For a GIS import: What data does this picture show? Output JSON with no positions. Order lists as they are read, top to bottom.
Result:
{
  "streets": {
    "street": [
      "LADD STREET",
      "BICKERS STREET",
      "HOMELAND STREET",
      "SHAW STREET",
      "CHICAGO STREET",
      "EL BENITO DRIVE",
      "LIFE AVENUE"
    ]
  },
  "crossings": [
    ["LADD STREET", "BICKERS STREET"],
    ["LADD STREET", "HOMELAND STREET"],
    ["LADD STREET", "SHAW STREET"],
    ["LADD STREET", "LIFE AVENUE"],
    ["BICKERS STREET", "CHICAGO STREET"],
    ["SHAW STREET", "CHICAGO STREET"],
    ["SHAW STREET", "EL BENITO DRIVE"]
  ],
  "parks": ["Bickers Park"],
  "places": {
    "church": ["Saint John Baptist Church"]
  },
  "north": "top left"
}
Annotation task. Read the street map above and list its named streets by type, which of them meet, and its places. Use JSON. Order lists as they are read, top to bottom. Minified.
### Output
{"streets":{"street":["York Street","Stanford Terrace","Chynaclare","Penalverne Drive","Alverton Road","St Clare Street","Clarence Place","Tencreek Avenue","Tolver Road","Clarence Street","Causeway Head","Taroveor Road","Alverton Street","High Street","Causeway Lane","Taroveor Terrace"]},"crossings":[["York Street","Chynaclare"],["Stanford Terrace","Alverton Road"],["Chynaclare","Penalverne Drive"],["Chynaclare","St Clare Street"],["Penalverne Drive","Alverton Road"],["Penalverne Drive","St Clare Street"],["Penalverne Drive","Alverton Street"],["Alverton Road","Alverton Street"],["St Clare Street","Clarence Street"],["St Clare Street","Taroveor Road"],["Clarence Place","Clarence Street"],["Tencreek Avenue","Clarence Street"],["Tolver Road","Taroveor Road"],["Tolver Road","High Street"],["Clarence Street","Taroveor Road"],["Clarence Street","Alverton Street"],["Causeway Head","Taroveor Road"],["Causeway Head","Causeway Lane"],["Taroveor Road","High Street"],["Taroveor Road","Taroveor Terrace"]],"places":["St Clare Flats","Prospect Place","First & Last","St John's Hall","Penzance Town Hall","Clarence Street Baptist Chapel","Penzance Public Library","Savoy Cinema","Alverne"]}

Action item:
Please show every line of the records that holds the word "Order".

Task solution:
For a GIS import: What data does this picture show? Output JSON with no positions. Order lists as they are read, top to bottom.
Annotation task. Read the street map above and list its named streets by type, which of them meet, and its places. Use JSON. Order lists as they are read, top to bottom. Minified.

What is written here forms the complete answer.